LA MÉCANIQUE T.1 : EN MOI LE CHAOS
France – 2025
Genre : Science-Fiction
Dessinateur : Jef
Scénariste : Kevan Stevens
Nombre de pages : 84 pages
Éditeur : Soleil Editions
Date de sortie : 15 janvier 2025
LE PITCH
Dans une mégalopole au bord de la guerre civile, rongée par le crime, la technocratie et la dictature des écrans, le Blast, une drogue musicale de synthèse ultra puissante, provoque une hécatombe d’overdoses. La mafia se déchire, les technos lâchent leurs commandos, la population se soulève. Tous les rouages sont en place pour que s’enclenche une implacable mécanique.
Pièce par pièce
Kevan Stevens et Jef sont de retour. Après la virée despérado et le Fury Road sur l’autoroute du soleil, les auteurs de Mezkal et Convoi continuent leur exploration d’une humanité peu reluisante et d’un futur peu aguichant, mais délaissent l’humour noir et l’esprit bis pour un tableau bien plus sombre et amer.

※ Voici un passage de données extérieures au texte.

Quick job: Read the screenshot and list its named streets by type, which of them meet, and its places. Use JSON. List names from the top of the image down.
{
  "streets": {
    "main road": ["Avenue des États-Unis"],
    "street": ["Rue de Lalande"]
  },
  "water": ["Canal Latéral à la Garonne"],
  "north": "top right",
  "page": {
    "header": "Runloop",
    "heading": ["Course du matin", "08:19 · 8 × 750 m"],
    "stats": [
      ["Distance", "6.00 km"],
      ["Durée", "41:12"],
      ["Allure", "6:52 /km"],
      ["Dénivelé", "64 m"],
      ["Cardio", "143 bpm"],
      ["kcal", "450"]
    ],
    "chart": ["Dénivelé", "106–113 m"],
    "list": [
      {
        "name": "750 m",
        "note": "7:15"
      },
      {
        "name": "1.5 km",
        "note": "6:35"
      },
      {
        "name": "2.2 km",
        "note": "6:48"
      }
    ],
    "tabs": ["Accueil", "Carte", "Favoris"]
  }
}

Dystopie je cris ton nom ! Encore une fois notre avenir incertain a rencontré nos pires cauchemars et les pires travers de nos sociétés ont eu gain de cause sur une pauvre planète et sa chère nature sans défense. Plus rien ne vie, plus rien ne bouge, même plus trop les dernières humains enfermés dans des mégapoles surpoluées, surpeuplées, surcontrôlées où même la musique est devenue, par essence, dissidente. De déserts aux larges horizons sans fin, Jef passe à une vision obstruée d’une agglomération lyonnaise toute en structures de béton et de métal noir, faite en strates vertigineuses, et aux ciels constamment nuageux. Plus un centimètre de vide pour un décor qui étouffe constamment sous son propre poids, sous son désespoir et son inhumanité. Artiste talentueux capturant toujours en quelques cases, quelques traits, l’essence de ses (nombreux) personnages, Jef impose ici surtout la construction d’un univers. Certes pas totalement original, fortement inspirée par Blade Runner entre autres, mais toujours impressionnant de détails, de cohérence et d’éloquence.
Le grand saut
Exit cependant l’énergie pulp d’autrefois, les délires spectaculaires à la Mad Max et les cascades de Desperado. Malgré quelques scènes d’action ou de poursuites, le ton se fait nettement plus contemplatif, mélancolique, sans espoir, entre joyeuseté des régimes dictatoriaux et société entièrement gangrénée par la criminalité à haute échelle. C’est que là aussi, le scénariste Kevan Stevens mise pour l’instant tout sur son monde ré-imaginé, décrivant par petite touche l’atroce réalité de ce monde futur, le sort réservé aux quelques privilégiés autant qu’aux populations dites contaminées laissées en dehors des murs, explorant doucement les fonctionnements de la cité, introduisant quelques visages déjà réguliers qui vont se croiser, ou pas, au grès d’une construction en récits parallèles. Il y a ce maire, directement échappé d’un film de George Miller, qui règne d’une main de fer, snippe les pauvres d’en bas et regrette le bon temps, sa fille qui cache des connexions profondes avec un groupuscule libertaire dit « terroriste », le gardien de l’ordre privé aussi ripoux que désabusé… et un musicos, commandité en secret pour jouer pour quelques magnats voulant pimenter leurs ébats amoureux. Un physique, une guitare, une dégaine et un certain spleen qui rappelleront forcément à beaucoup le héros de Meskal. Difficile pour l’instant de deviner où se dirige véritablement La Mécanique, triptyque manifestement ambitieux qui prend justement son temps pour mettre sa machine en marche, bien huiler les rouages et entamer sa petite musique destructrice.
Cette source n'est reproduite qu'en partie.